Genellikle bütün Ehlisünnet tefsirleri diğer görüşlerin yanında, bu ayetin nüzul sebebi hakkında rivayet ettikleri hadiste Ehlibeyt’in Peygamber (s.a.a), Hz Ali, Hz Zehra, imam Hasan ve imam Hüseyin olarak bilmektedirler. Onlar meşhur Ümmü Seleme’nin A’li Kisa ve… hadisini nakletmişlerdir. Numune olarak bazı Ehlisünnet tefsirlerinden bu rivayete veya bu rivayetin mazmununu ve içeriğini içeren rivayetlere işaret etmiş veya bu rivayeti kabul görmüş şahsiyetlere değiniyoruz:
1. Fahri Razi (“Mefatihu’l Gayb”), c. 25, s. 168, Tathir ayetinin zeylinde.
2. İbni Ebi Hatem, (“Tefsiri El- Kur’ani’l Azim”), c. 9, s. 3132, Tathir ayetinin zeylinde.
3. Nizamu’d Din Nişaburi, (“Tefsiri Garaibu’l Kur’an ve Regaibu’l Furkan”), c. 5, s. 460, Tathir ayetinin zeylinde.
4. Muhammed bin Cerir Taberi, (“Camiu’l Beyan fi Tefsiri’l Kur’an”), s. 22, s. 5, Tathir ayetinin zeylinde.
5. Haskani, (“Şevahidu’t Tenzil Li Gavaidi’t Tefzil”), c. 2, s. 18, Tathir ayetinin zeylinde. Haskani, bu konu hakkında Ehlisünnet kitaplarında yer alan hadisleri çok iyi toplamıştır.
6. Suyuti, (“Ed- Durru’l Mensur fi Tefsiri’l Me’sur”), c. 5, s. 198, Tathir ayetinin zeylinde.
7. İbni Cuzi, (“Zadu’l Meysir fi Ulumu’t Tefsir”), c. 3, s. 462, Tathir ayetinin zeylinde.
8. İbni Atiyye, (“El- Muherriru’l Veciz”), c. 5, s. 308, Tathir ayetinin zeylinde.
9. Kadi Beyzavi, (“Envaru’t Tenzil ve Esrarı’t Te’vil”), c. 5, s. 12, Tathir ayetinin zeylinde.
10. Tefsiri Muhyi’s Sunne, Ebu Muhammed El- Hüseyin bin Mesud El- Bagevi, (“Mealimu’t Tenzil”), c. 6, s. 350, Tathir ayetinin zeylinde.

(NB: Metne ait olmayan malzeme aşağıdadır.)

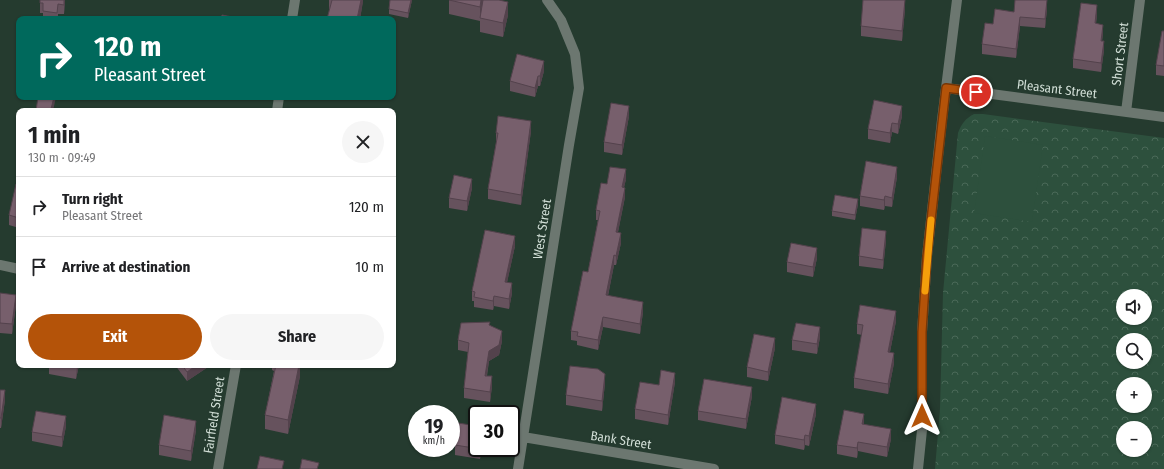 <!DOCTYPE html>
<html lang="en">
<head>
<meta charset="utf-8">
<style>
  :root { --surface:#fff; --page:#f6f6f6; --text:#202124; --muted:#757577; --line:#e0e0e0; --accent:#b45309 }
  body { margin:0; font-family:"Fira Sans Condensed",sans-serif; background:var(--page); color:var(--text); height:100vh; display:flex; flex-direction:column; font-size:15px; white-space:nowrap }
  * { box-sizing:border-box; margin:0 }
  p { font-size:13px; color:var(--muted) }
  .icon { flex:none; width:22px; height:22px; fill:none; stroke:currentColor; stroke-width:2; stroke-linecap:round; stroke-linejoin:round }
  .map { position:relative; flex:1; overflow:hidden }
  .details { position:absolute; left:16px; top:108px; width:380px; height:260px; display:flex; flex-direction:column; background:var(--surface); border-radius:8px; box-shadow:0 1px 3px #0004 }
  .details>* { flex:none }
  .hud { position:absolute; left:16px; top:16px; width:380px; height:84px; border-radius:8px; box-shadow:0 1px 3px #0004; background:#00695c; color:#fff; overflow:hidden }
  .fabs { position:absolute; left:1116px; top:289px; display:grid; gap:8px }
  .fabs a { display:grid; place-items:center; width:36px; height:36px; border-radius:50%; background:var(--surface); box-shadow:0 1px 3px #0004; font-size:20px }
  .speed { position:absolute; left:408px; top:405px; display:flex; gap:8px; font-size:20px; font-weight:700; text-align:center }
  .speed>* { display:grid; place-content:center; width:52px; height:52px; border-radius:50%; background:var(--surface); box-shadow:0 1px 3px #0004; line-height:1 }
  .speed small { font-size:10px; font-weight:400 }
  .speed .limit { border:2px solid #111; border-radius:6px; background:#fff; color:#111 }
  .pin { position:absolute; display:grid; place-items:center; width:34px; height:34px; color:#fff; margin:-17px; border:2px solid #fff; border-radius:50%; box-shadow:0 1px 4px #0007 }
  .me { position:absolute; width:44px; margin:-22px; rotate:0deg; stroke-linejoin:round; filter:drop-shadow(0 0 3px #0008) }
  .turn { display:flex; align-items:center; gap:14px; height:84px; padding:0 12px; font-size:18px }
  .turn .icon { width:52px; height:52px; stroke-width:2.5 }
  .turn b { display:block; font-size:28px; line-height:34px }
  .round { display:grid; place-items:center; flex:none; width:42px; height:42px; border-radius:21px; background:var(--page) }
  .summary { display:flex; align-items:center; justify-content:space-between; height:68px; padding:0 12px }
  h1 { font-size:24px; font-weight:700; line-height:30px }
  .action { display:flex; gap:8px; margin-top:auto; padding:8px 12px }
  .action a { flex:1; height:46px; border-radius:24px; background:var(--accent); color:#fff; font-size:16px; font-weight:700; line-height:46px; text-align:center }
  .action a+a { background:var(--page); color:var(--text) }
  ul { padding:0; list-style:none }
  li { display:flex; align-items:center; gap:12px; height:60px; padding:0 12px; border-top:1px solid var(--line) }
  li div { flex:1 }
  li b { display:block; font-size:15px }
  li em { font-style:normal }
  .map>svg:first-child { display:block }
</style>
</head>
<body>
<div class="map">
<svg width="1164" height="469" viewBox="0 0 1164 469">
  <defs>
    <pattern id="forest-crowns" width="20" height="18" patternUnits="userSpaceOnUse"><rect width="20" height="18" fill="#2d503d"/><path d="M2 6a3 3 0 1 1 6 0M12 15a3 3 0 1 1 6 0" fill="none" stroke="#4a6958"/></pattern>
  </defs>
  <rect width="100%" height="100%" fill="#253b2f"/>
  <path fill="url(#forest-crowns)" fill-rule="evenodd" d="M974,114H983L1164,138V469H935L940,409L943,293L958,133C962,123 965,119 974,114ZM1123,296H1145V318H1123ZM1123,340H1145V362H1123ZM1123,384H1145V406H1123ZM1123,428H1145V450H1123Z"/>
  <path fill="#2d503d" d="M985,136L1043,145L1032,222L974,213Z"/>
  <g fill="none" stroke-linecap="round" stroke-linejoin="round">
    <path stroke="#6c7770" stroke-width="10" d="M292,19L295,0
      M946,88L1164,117
      M277,111L279,97
      M1126,112L1140,0
      M0,265L19,269
      M523,437L714,469
      M218,469L236,365
      M518,469L569,145L579,88L575,54L561,20L547,0
      M918,469L922,430V332L927,256L942,120L957,0"/>
  </g>
  <path fill="#66525d" d="M40,0H65L64,14H58V19H43V13H40Z
    M329,0H363L360,19H327L329,13Z
    M390,0H412L408,18L389,14V9Z
    M449,0H499L508,15L503,37L480,32V21L449,14Z
    M905,9L902,41L861,36V26Z
    M1047,9L1045,28L1020,26L1016,58L982,54V44L1014,12Z
    M1097,14L1096,24L1103,33L1102,41L1104,50L1101,72L1073,68V59Z
    M1164,31V76L1156,75V65Z
    M544,71L540,86H538L535,97L510,91V81Z
    M629,116L622,155L604,152V142Z
    M902,116L898,134L892,132L890,143L868,139V129Z
    M531,131L521,205L488,199V189L496,143V133Z
    M897,177L892,207L885,206L884,210L860,206V196Z
    M626,179L624,187L625,197L618,232L621,243L616,265H614L608,296L643,312L640,334L603,327L598,350L577,345V341L571,340V331L588,272L598,220H596V210Z
    M19,184V228L9,225V215Z
    M472,188L467,211L449,208V198Z
    M858,204L855,220L832,216V211Z
    M886,240L883,269L859,266V256Z
    M515,246L507,282L512,293L509,309L494,306L493,310L474,307V301H472V291Z
    M817,258L813,277L787,272V262Z
    M0,293L16,305L12,334L0,333Z
    M896,321L890,352L894,363L888,394L854,388V378L862,335L857,334V324Z
    M490,325L502,341L499,355L489,361L487,376L492,386L490,402L464,398V388L468,352L458,350V340Z
    M820,337L817,354L792,350V340Z
    M775,348L768,381L747,377V367Z
    M49,365H79L76,379L49,374Z
    M175,365H208V367L187,381Z
    M272,365H300V376L288,434L265,429V415L274,371L272,370Z
    M675,382L668,425L635,419V409L659,385Z
    M605,383L602,411L566,405V395Z
    M0,390L5,400L1,428H0Z
    M752,396L746,429L698,420V411Z
    M816,414L809,446L805,445L804,450L775,444V435Z
    M864,424L891,439L887,457L858,451L857,458L837,454V445Z
    M66,426L62,447L32,441V432Z
    M196,430L191,461L159,455V445Z
    M455,445L487,448L486,451L481,453L480,459L455,455Z"/>
  <path fill="#53424c" d="M64,0H65L64,14Z
    M361,0H363V2L360,19H357Z
    M411,0H412L408,18V13Z
    M481,0H484L480,18V7Z
    M905,0V9L902,41V31Z
    M1047,0V9L1045,28V19Z
    M508,2V15L503,37V23Z
    M1097,5V14L1095,32V23Z
    M1020,17V26L1016,58V49Z
    M1103,25V33L1101,50V41Z
    M1104,41V50L1101,72V63Z
    M544,61V71L540,86V76Z
    M538,76V86L535,97V88Z
    M54,97H56L53,111L51,109Z
    M629,106V116L622,155V145Z
    M902,106V116L898,134V124Z
    M531,121V131L521,205V195Z
    M892,123V132L890,143V133Z
    M897,167V177L892,207V198Z
    M626,169V179L622,197V187Z
    M472,179V188L467,211V201Z
    M625,188V197L616,242V232Z
    M885,196V206L884,210V200Z
    M858,199V204L855,220V215Z
    M886,231V240L883,269V260Z
    M621,233V243L616,265V256Z
    M515,236V246L505,292V282Z
    M817,248V258L813,277V267Z
    M614,255V265L606,305V295Z
    M512,283V293L509,309V299Z
    M16,295V305L12,334V324Z
    M494,296V306L493,310V301Z
    M643,302V312L640,334V324Z
    M896,311V321L888,362V352Z
    M603,317V327L598,350V340Z
    M820,327V337L817,354V344Z
    M502,331V341L499,355L489,361L485,385V376L489,351Z
    M775,338V348L768,381V372Z
    M894,353V363L888,394V384Z
    M77,365H79L76,379Z
    M197,365H208V367L187,381V372Z
    M299,365H300V376L288,434V420Z
    M675,373V382L668,425V415Z
    M605,374V383L602,411V401Z
    M492,376V386L490,402V392Z
    M752,387V396L746,429V419Z
    M5,390V400L1,428V418Z
    M816,404V414L809,446V436Z
    M864,414V424L862,434V424Z
    M66,416V426L62,447V437Z
    M196,421V430L191,461V451Z
    M891,429V439L887,457V447Z
    M805,435V445L804,450V440Z
    M858,442V451L857,458V448Z
    M480,448H487L486,451L481,453L480,459Z"/>
  <path fill="#775f6c" stroke="#53424c" d="M40,0H64V5L58,4L57,13L43,11V3H40Z
    M332,0H361L357,19H327Z
    M390,0H411L408,13L389,9Z
    M449,0H481L480,7Z
    M483,0H499L508,2L503,23L480,18Z
    M863,0H905L902,31L861,26Z
    M1015,0H1047L1045,19L1020,17L1016,49L982,44L985,23L993,24L995,9L1014,12Z
    M1081,3L1097,5L1095,23L1103,25L1101,41H1104L1101,63L1073,59Z
    M222,15L243,19H221Z
    M1162,31H1164V66L1156,65Z
    M517,54L544,61L540,76H538L535,88L510,81Z
    M38,97H54L51,109L57,110V111H36Z
    M874,100L902,106L898,124L892,123L890,133L868,129Z
    M611,103L629,106L622,145L604,142Z
    M498,116L531,121L521,195L488,189L498,133H496Z
    M866,161L897,167L892,198L885,196L884,200L860,196Z
    M610,167L626,169L622,187L625,188L616,232L621,233L616,256L614,255L606,295L643,302L640,324L603,317L598,340L577,336L578,332L571,331L583,271L588,272L600,211L596,210L601,183L607,184Z
    M454,175L472,179L467,201L449,198Z
    M16,184H19V218L9,215Z
    M835,195L858,199L855,215L832,211Z
    M862,228L886,231L883,260L859,256Z
    M485,230L515,236L505,282L512,283L509,299L494,296L493,301L474,297L475,292L472,291Z
    M791,243L817,248L813,267L787,262Z
    M0,293L16,295L12,324L0,323Z
    M860,305L896,311L888,352L894,353L888,384L854,378L863,325L857,324Z
    M490,322L489,325L502,331L499,345L489,351L485,376H492L490,392L464,388L469,343L458,340L461,323Z
    M796,323L820,327L817,344L792,340Z
    M754,334L775,338L768,372L747,367Z
    M182,365H197L187,372Z
    M276,365H299L288,420L265,415Z
    M570,366L598,369L605,374L602,401L566,395Z
    M661,370L675,373L668,415L635,409L640,382L659,385Z
    M704,379L752,387L746,419L698,411Z
    M0,390H5L1,418H0Z
    M782,397L816,404L809,436L805,435L804,440L775,435Z
    M844,410L864,414L862,424L891,429L887,447L858,442L857,448L837,445Z
    M36,411L66,416L62,437L32,432Z
    M164,415L196,421L191,451L159,445Z
    M458,423L477,426V448H480V449L455,445Z
    M260,456L284,461L282,469H257Z
    M302,459L319,463L317,469H300Z"/>
  <g fill="none" stroke-linecap="round" stroke-linejoin="round">
    <defs>
      <path id="route" d="M922,416V332L927,256L946,88L976,92"/>
    </defs>
    <use href="#route" stroke="#753606" stroke-width="10"/>
    <use href="#route" stroke="#b45309" stroke-width="7"/>
    <path stroke="#f59e0b" stroke-width="7" d="M925,291L931,220"/>
  </g>
  <g text-anchor="middle" dominant-baseline="central" stroke-width="3.5" stroke-linejoin="round" paint-order="stroke">
    <g font-size="13" fill="#d1ded6" stroke="#253b2f">
      <text transform="translate(1120 54) rotate(-83)">Short Street</text>
      <text transform="translate(1057 89) rotate(7)">Pleasant Street</text>
      <text transform="translate(542 229) rotate(-81)">West Street</text>
      <text transform="translate(214 415) rotate(-81)">Fairfield Street</text>
      <text transform="translate(621 440) rotate(9)">Bank Street</text>
    </g>
  </g>
</svg>
<div class="fabs">
<a><svg class="icon" aria-label="sound" viewBox="0 0 24 24"><path d="M4 9h4l5-4v14l-5-4H4zM17 9q2 3 0 6"/></svg></a>
<a><svg class="icon" aria-label="search" viewBox="0 0 24 24"><circle cx="10" cy="10" r="6"/><path d="M15 15l6 6"/></svg></a>
<a>+</a>
<a>−</a>
</div>
<div class="speed"><div>19<small>km/h</small></div><div class="limit">30</div></div>
<div class="pin" style="left:976px;top:92px;background:#d93025"><svg class="icon" aria-label="arrive" viewBox="0 0 24 24"><path d="M6 21V4h12l-3 4 3 4H6"/></svg></div>
<svg class="me" style="left:922px;top:416px" viewBox="-20 -20 40 40"><path d="M0-17L14 15 0 8-14 15z" fill="#b45309" stroke="#fff" stroke-width="4"/></svg>
<div class="hud">
<div class="turn"><svg class="icon" aria-label="right" viewBox="0 0 24 24"><path d="M7 20v-9h11M14 6l5 5-5 5"/></svg><div><b>120 m</b>Pleasant Street</div></div>
</div>
<section class="details">
<div class="summary"><div><h1>1 min</h1><p>130 m · 09:49</p></div><a class="round"><svg class="icon" aria-label="close" viewBox="0 0 24 24"><path d="M6 6l12 12M18 6L6 18"/></svg></a></div>
<ul>
<li><svg class="icon" aria-label="right" viewBox="0 0 24 24"><path d="M7 20v-9h11M14 6l5 5-5 5"/></svg><div><b>Turn right</b><p>Pleasant Street</p></div><em>120 m</em></li>
<li><svg class="icon" aria-label="arrive" viewBox="0 0 24 24"><path d="M6 21V4h12l-3 4 3 4H6"/></svg><div><b>Arrive at destination</b></div><em>10 m</em></li>
</ul>
<div class="action"><a>Exit</a><a>Share</a></div>
</section>
</div>
</body>
</html>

[1] Ahzab suresi 33; Hud suresi 73.
[2] Tabatabai, “El- Mizan”, Musa Hamedani, Kum: Defteri intişaratı İslami, c. 16, s. 465.
[3] Bazı rivayetlerde Masum imamlar (a.s) kendilerini “Ehlibeyt” olarak tanıtmışlardır; Tusi, “Tehzibu’l Ahkam”, Nerm Efzarı Camiu’l Ahdasi, c. 5, s. 232.
[4] “El- Mizan” kitabının tercümesinden yararlanılmıştır, c. 16, s. 463.
[5] İbni Kesir, “Tefsiri’l Kur’ani’l Azim”,Beyrut: Daru’l Kutubu’l İlmiye, Menşuratı Muhammed Ali Beyzun, 1419 h.k, c. 6, s. 365.
[6] “Tefsiri’l Kur’ani’l Azim”, c. 6, s. 365; Fahrı Razi, “Mefatihu’l Gayb”, Beyrut: Daru’l İhyai’t Turas, 1420 h.k, c. 25, s. 168.